Why we speak Starbucks

How brands use language to create tribes

By Michael Waters

You used to be able to walk into a café and get a coffee with minimal fuss. These days ordering a drink requires knowledge of a sophisticated lexicon. Seasoned customers of Starbucks, the world’s biggest chain of coffee shops, utter a rapid-fire trail of adjectives when asking for a drink, rehearsing a menu system that blends generic descriptions of hot drinks – half caf, black, no-whip – with branded jargon. Instead of small, medium and large, the company touts its own set of sizes: tall, grande, venti and trenta (the last two are trademarked by Starbucks).

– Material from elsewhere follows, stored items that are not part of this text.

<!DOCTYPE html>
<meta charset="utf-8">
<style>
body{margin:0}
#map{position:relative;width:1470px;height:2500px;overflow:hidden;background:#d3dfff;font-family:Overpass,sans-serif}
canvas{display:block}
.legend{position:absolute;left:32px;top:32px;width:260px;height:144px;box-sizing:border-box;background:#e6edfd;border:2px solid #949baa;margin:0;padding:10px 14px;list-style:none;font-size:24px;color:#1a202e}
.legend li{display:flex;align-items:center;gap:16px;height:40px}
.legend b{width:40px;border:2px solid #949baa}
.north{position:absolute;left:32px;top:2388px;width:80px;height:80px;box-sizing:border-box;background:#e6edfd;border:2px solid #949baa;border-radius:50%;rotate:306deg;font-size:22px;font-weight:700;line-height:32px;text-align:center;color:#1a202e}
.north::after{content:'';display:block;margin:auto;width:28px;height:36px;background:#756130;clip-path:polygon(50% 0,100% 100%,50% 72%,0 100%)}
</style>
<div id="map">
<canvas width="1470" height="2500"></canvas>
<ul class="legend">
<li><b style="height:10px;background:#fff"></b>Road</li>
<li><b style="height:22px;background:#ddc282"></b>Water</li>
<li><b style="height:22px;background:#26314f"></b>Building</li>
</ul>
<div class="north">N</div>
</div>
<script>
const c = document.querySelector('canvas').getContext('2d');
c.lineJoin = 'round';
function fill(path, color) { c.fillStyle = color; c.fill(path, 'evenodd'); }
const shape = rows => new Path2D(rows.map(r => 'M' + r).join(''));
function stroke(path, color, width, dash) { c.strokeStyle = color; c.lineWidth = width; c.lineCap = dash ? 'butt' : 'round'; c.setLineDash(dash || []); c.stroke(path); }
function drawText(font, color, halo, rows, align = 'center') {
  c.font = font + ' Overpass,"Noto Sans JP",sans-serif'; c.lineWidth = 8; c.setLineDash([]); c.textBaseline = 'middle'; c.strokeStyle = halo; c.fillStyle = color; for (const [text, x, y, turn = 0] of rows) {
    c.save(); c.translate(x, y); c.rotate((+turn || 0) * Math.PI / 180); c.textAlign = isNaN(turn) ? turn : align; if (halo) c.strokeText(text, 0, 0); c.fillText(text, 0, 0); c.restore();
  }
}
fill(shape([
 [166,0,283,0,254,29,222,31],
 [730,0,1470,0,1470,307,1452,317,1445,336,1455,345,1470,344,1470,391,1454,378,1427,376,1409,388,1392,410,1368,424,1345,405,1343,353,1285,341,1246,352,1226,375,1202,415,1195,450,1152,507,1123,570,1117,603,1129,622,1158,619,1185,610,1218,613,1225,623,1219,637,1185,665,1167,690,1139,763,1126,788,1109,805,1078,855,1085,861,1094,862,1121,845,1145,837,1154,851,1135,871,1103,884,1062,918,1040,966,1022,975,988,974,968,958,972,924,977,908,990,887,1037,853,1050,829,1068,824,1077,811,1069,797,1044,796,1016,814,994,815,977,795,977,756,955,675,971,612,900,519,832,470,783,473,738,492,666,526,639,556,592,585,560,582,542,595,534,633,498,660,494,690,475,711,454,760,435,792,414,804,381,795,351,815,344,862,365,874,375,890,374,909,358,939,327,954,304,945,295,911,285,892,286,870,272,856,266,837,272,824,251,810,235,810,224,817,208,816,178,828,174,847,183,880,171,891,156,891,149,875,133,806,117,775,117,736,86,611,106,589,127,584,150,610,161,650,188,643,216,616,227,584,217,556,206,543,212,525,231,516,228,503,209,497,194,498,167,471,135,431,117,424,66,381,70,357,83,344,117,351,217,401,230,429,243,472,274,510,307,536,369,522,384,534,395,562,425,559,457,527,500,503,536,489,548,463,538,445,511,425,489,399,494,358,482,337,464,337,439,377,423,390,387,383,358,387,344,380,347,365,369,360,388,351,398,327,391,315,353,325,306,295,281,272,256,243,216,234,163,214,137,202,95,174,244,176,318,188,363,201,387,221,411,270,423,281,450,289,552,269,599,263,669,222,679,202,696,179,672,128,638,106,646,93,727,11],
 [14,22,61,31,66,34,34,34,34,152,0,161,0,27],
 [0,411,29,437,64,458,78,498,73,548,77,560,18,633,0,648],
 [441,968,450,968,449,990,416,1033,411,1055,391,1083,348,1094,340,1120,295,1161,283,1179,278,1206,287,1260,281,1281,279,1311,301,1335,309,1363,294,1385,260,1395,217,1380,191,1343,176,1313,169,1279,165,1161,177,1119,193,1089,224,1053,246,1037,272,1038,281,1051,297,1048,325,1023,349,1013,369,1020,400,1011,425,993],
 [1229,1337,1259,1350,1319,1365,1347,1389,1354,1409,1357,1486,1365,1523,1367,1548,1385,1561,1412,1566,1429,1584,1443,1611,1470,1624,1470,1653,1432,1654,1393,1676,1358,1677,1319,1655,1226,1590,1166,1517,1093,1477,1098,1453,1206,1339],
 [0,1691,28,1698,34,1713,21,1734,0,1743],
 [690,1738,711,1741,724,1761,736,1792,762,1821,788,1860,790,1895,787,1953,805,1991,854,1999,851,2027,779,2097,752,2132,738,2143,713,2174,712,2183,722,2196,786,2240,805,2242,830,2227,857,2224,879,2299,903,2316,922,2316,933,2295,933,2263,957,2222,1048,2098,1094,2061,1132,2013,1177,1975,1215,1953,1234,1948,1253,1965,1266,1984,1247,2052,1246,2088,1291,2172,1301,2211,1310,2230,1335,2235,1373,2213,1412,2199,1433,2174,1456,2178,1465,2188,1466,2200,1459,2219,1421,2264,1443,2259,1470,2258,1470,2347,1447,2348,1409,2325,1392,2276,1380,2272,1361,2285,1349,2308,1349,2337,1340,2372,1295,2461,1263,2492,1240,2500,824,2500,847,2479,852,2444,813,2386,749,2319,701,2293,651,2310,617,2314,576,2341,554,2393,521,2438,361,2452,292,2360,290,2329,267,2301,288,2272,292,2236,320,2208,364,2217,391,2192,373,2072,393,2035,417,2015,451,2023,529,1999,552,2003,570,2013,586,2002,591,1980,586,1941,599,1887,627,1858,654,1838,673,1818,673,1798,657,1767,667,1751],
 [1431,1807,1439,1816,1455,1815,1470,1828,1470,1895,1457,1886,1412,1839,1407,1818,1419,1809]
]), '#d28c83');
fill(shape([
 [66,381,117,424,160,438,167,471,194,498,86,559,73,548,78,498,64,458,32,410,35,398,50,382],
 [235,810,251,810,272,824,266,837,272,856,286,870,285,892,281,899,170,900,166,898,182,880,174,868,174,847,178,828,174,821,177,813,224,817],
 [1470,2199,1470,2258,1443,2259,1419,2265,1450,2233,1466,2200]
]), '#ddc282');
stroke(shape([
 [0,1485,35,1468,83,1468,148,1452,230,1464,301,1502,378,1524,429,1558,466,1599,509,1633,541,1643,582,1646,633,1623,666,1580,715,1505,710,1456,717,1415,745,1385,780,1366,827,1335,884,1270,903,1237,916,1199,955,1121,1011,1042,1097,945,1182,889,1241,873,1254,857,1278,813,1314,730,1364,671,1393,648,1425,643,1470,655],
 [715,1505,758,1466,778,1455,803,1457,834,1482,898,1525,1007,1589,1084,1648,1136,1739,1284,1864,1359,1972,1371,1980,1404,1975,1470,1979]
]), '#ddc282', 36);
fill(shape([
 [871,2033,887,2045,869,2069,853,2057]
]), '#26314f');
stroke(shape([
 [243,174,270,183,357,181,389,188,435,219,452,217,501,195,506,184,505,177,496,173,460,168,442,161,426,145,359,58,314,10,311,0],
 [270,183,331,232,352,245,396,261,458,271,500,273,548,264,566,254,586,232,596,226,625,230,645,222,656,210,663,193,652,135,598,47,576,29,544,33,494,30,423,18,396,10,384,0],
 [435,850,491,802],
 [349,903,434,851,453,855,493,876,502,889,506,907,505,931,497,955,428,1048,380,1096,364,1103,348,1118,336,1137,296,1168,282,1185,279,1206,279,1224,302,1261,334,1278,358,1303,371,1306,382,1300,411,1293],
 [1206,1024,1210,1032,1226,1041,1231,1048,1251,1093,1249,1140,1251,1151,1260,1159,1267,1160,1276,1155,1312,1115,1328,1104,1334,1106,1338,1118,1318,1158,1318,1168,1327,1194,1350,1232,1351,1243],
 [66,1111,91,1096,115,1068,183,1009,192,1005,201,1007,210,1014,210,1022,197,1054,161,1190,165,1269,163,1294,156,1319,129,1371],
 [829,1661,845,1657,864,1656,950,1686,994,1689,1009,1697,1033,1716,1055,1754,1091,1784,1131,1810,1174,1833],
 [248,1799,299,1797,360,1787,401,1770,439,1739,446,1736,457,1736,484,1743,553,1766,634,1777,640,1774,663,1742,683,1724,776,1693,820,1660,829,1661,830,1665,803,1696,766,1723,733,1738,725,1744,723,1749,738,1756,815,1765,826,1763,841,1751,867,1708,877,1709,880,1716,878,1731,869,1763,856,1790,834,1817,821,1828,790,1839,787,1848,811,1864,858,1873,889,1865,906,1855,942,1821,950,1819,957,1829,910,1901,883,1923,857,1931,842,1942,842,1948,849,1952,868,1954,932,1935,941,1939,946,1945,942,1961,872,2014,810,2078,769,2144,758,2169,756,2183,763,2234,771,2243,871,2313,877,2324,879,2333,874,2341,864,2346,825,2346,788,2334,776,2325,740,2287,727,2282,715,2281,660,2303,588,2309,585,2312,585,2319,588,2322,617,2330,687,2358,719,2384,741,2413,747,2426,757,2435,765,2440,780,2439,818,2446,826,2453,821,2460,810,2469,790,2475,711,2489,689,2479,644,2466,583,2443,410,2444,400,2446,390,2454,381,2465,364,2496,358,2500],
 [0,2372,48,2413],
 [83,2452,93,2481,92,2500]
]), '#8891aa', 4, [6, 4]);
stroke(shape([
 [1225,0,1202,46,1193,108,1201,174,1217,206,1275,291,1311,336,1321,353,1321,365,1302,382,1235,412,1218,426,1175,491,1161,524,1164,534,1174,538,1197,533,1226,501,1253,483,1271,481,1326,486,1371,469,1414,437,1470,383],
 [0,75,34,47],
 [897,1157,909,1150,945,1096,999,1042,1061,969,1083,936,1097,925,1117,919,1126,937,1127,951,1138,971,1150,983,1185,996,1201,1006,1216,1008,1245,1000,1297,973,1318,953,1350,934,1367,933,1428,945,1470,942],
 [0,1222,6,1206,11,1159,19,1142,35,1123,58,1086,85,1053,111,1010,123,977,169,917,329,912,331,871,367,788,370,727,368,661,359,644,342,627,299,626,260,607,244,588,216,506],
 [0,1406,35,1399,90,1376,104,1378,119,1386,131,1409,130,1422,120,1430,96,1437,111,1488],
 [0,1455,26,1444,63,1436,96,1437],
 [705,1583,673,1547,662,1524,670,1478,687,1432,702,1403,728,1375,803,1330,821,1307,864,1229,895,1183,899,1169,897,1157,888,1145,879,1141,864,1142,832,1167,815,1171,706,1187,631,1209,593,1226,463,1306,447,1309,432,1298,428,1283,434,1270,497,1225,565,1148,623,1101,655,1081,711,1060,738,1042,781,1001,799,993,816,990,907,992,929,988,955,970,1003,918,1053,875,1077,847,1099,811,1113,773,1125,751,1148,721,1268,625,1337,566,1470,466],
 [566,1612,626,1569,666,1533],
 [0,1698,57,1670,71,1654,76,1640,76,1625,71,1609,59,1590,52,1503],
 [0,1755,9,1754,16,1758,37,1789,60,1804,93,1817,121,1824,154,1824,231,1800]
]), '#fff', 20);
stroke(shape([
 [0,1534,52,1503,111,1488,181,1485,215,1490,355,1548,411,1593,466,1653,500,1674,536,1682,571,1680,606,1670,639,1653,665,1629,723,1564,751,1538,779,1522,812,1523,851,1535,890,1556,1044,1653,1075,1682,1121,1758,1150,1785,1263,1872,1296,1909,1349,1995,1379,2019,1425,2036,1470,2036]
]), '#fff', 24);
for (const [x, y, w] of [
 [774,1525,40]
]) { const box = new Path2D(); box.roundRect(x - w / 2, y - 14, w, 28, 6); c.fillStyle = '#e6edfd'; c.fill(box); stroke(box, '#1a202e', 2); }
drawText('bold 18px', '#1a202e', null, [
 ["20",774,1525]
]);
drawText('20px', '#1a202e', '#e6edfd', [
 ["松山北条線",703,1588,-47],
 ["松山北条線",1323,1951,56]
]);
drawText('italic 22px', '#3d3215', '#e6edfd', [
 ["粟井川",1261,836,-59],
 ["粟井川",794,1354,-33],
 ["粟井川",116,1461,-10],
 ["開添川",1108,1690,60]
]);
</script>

The coffee chain also has a particular language to describe how the milk should be added, referring to macchiatos as “marble” and mochas as “zebra”. Starbucks even uses its own grammar: you say your size before your syrup, your preferred milk before your primary drink.

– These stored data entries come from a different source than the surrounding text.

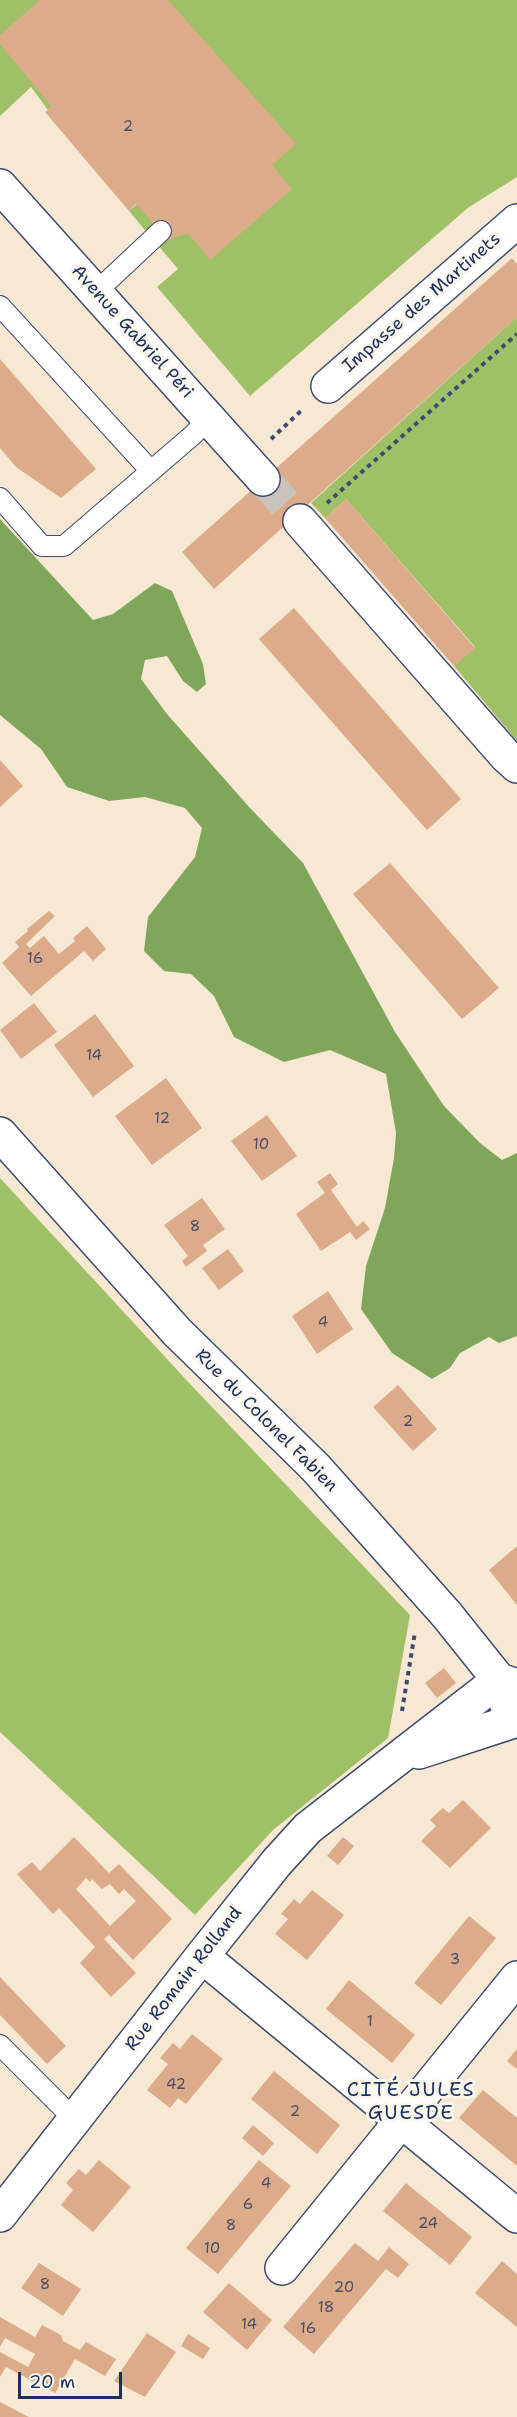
<!DOCTYPE html>
<html>
<head>
<meta charset="utf-8">
<style>
  body { margin:0 }
  #map { position:relative; width:517px; height:2417px; overflow:hidden; background:#f6e8d2; font-family:"Shantell Sans",sans-serif }
  canvas { display:block }
  .scale { position:absolute; left:18px; top:2372px; width:104px; height:27px; box-sizing:border-box; border:3px solid #1b2f5e; border-top:0; padding-left:8px; font-size:18px; line-height:21px; white-space:nowrap; color:#1b2f5e; -webkit-text-stroke:4px #fbf7ec; paint-order:stroke }
</style>
</head>
<body>
<div id="map">
<canvas width="517" height="2417"></canvas>
<div class="scale">20 m</div>
</div>
<script>
const context = document.querySelector('canvas').getContext('2d');
context.lineJoin = 'round';
function fillPath(path, color) { context.fillStyle = color; context.fill(path, 'evenodd'); }
function trace(path, color, width, dash) { context.strokeStyle = color; context.lineWidth = width; context.lineCap = dash ? 'butt' : 'round'; context.setLineDash(dash || []); context.stroke(path); }
function drawText(font, color, halo, rows, align = 'center') {
  context.font = font + ' "Shantell Sans",sans-serif'; context.lineWidth = 6; context.setLineDash([]); context.textBaseline = 'middle'; context.strokeStyle = halo; context.fillStyle = color; for (const [text, x, y, turn = 0] of rows) {
    context.save(); context.translate(x, y); context.rotate((+turn || 0) * Math.PI / 180); context.textAlign = isNaN(turn) ? turn : align; if (halo) context.strokeText(text, 0, 0); context.fillText(text, 0, 0); context.restore();
  }
}
const green = new Path2D(`
  M0,0H517V177L469,207L250,396L157,287L178,269L129,211L211,142L124,44L48,110L31,87L0,116Z
  M517,317V741L454,666L475,647L346,499L325,518L311,503Z
  M0,1178L191,1385L410,1615L388,1738L273,1830L195,1915L0,1732Z`);
const forest = new Path2D(`
  M0,519L93,620L113,614L155,583L172,591L203,664L206,684L197,692L183,681L167,656L145,660L141,679L167,714L250,808L303,863L395,1032L444,1106L480,1143L502,1160L517,1153V1336L499,1343L489,1337L460,1353L450,1368L432,1379L392,1353L361,1309L366,1266L385,1208L394,1158L396,1133L386,1074L330,1050L284,1062L234,1037L214,996L191,974L164,971L144,951L148,917L195,857L202,828L185,808L145,797L109,801L67,787L41,749L0,715Z`);
const building = new Path2D(`
  M40,0H168L296,144L272,165L292,189L210,260L188,233L168,240L136,204L129,211L45,112L52,107L0,44V35Z
  M512,258L517,264V317L214,589L182,552Z
  M0,359L96,469L61,498L16,467L0,448Z
  M346,499L475,648L454,666L325,518Z
  M294,608L461,799L427,830L259,639Z
  M0,760L23,786L0,807Z
  M390,863L499,988L462,1019L353,894Z
  M49,911L55,916L26,944L30,948L44,936L59,954L75,941L73,938L87,926L106,949L93,961L84,951L31,996L2,963L19,947L15,942L28,931L27,929Z
  M34,1003L57,1032L21,1059L0,1030Z
  M95,1014L134,1066L93,1097L54,1045Z
  M166,1078L202,1128L152,1165L115,1116Z
  M267,1115L297,1156L262,1181L231,1141Z
  M330,1173L338,1184L331,1190L357,1227L363,1221L370,1229L356,1240L350,1232L321,1251L296,1214L325,1193L317,1182Z
  M202,1198L225,1229L203,1245L207,1251L186,1267L182,1261L188,1256L164,1225Z
  M228,1249L244,1271L219,1290L202,1268Z
  M328,1291L353,1329L317,1354L292,1316Z
  M398,1385L437,1429L413,1451L373,1407Z
  M517,1546V1605L489,1570Z
  M444,1668L456,1683L437,1698L425,1683Z
  M463,1800L491,1828L450,1868L421,1841L436,1826L430,1820L436,1814L443,1808L449,1813Z
  M74,1837L109,1873L119,1864L172,1919L133,1960L109,1935L104,1939L136,1973L111,1997L80,1963L95,1947L59,1908L53,1914L17,1874L32,1862L40,1871ZM86,1878L90,1882L92,1879L102,1889L110,1884L119,1894L124,1889L136,1901L110,1926L76,1889Z
  M343,1837L354,1846L338,1865L327,1856Z
  M312,1890L344,1915L307,1960L275,1934L288,1919L281,1914L294,1899L300,1904Z
  M469,1916L496,1938L441,2005L414,1983Z
  M0,1977L66,2046L47,2064L0,2015Z
  M349,1980L415,2035L392,2063L326,2009Z
  M192,2034L223,2059L186,2104L178,2098L170,2108L147,2090L168,2064L160,2058L173,2043L180,2049Z
  M517,2049V2069L507,2061Z
  M274,2071L340,2125L317,2154L251,2099Z
  M483,2090L517,2118V2166L459,2118Z
  M253,2125L274,2143L263,2156L242,2138Z
  M99,2160L131,2187L93,2232L61,2205L73,2190L66,2183L79,2169L86,2175Z
  M259,2160L291,2186L218,2274L186,2248Z
  M406,2183L472,2237L450,2265L383,2211Z
  M355,2243L378,2261L389,2247L409,2264L398,2278L386,2269L314,2354L283,2327Z
  M502,2261L517,2274V2327L475,2293Z
  M39,2263L81,2289L63,2316L21,2288Z
  M229,2283L272,2320L247,2350L203,2312Z
  M0,2317L35,2337L42,2325L61,2335L63,2341L80,2350L86,2342L116,2359L105,2376L75,2359L55,2393L6,2367L0,2377V2352L28,2367L35,2354L5,2338L0,2347Z
  M147,2333L176,2352L145,2397L114,2381Z
  M188,2334L210,2348L203,2359L181,2346Z
  M0,2402L19,2412L29,2417H0Z`);
const minorTunnel = new Path2D(`
  M263,479L300,521`);
const path = new Path2D(`
  M271,439L303,409
  M327,503L517,334
  M402,1711L415,1632`);
const service = new Path2D(`
  M96,292L161,231
  M0,306L151,471
  M0,498L42,546H64L194,434L209,417
  M0,2045L74,2119`);
const minor = new Path2D(`
  M0,186L263,479
  M328,386L517,221
  M300,521L506,756L517,766
  M0,1134L177,1332L315,1467L447,1615L499,1680L512,1721
  M419,1752L517,1720
  M202,1956L517,2216
  M0,2215L202,1956L277,1862L308,1828L499,1680L517,1686
  M282,2268L517,1978`);
const numberNames = [
  ["2",128,127],
  ["16",35,959],
  ["14",94,1056],
  ["12",162,1119],
  ["10",261,1145],
  ["8",195,1227],
  ["4",323,1323],
  ["2",408,1422],
  ["3",455,1960],
  ["1",370,2022],
  ["42",176,2085],
  ["2",295,2112],
  ["4",266,2184],
  ["6",248,2205],
  ["24",428,2224],
  ["8",231,2226],
  ["10",212,2249],
  ["8",45,2285],
  ["20",344,2288],
  ["18",326,2308],
  ["14",249,2325],
  ["16",308,2329]
];
const streetNames = [
  ["Impasse des Martinets",422,303,-41],
  ["Avenue Gabriel Péri",132,332,48],
  ["Rue du Colonel Fabien",266,1421,45],
  ["Rue Romain Rolland",184,1979,-52]
];
const neighbourhoodNames = [
  ["CITÉ JULES",411,2091],
  ["GUESDE",411,2114]
];
fillPath(green, '#a0c068');
fillPath(forest, '#80a65c');
fillPath(building, '#dbab8a');
trace(minorTunnel, '#cac3bb', 33, [33, 16]);
trace(service, '#3c4b6f', 22);
trace(minor, '#3c4b6f', 36);
trace(path, '#3c4b6f', 4, [4.5, 4.5]);
trace(service, '#fff', 20);
trace(minor, '#fff', 33);
drawText('15px', '#4b4e69', null, numberNames);
drawText('18px', '#1b2f5e', '#fbf7ec', streetNames);
context.letterSpacing = '1.5px';
drawText('20px', '#1b2f5e', '#fbf7ec', neighbourhoodNames);
context.letterSpacing = '0px';
</script>
</body>
</html>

The company enshrined these linguistic rules in a booklet in 2003, “Make It Your Drink”. Starbucks claims it came up with the system to enable baristas to make drinks more quickly and efficiently. Branding experts say it is also an ingenious way of forging customer loyalty. Companies that persuade people to use their own terminology create “a sense of belonging and enhanced loyalty to the brand” according to Dawn Lerman, a professor of marketing at Fordham University in New York, in her book “The Language of Branding”.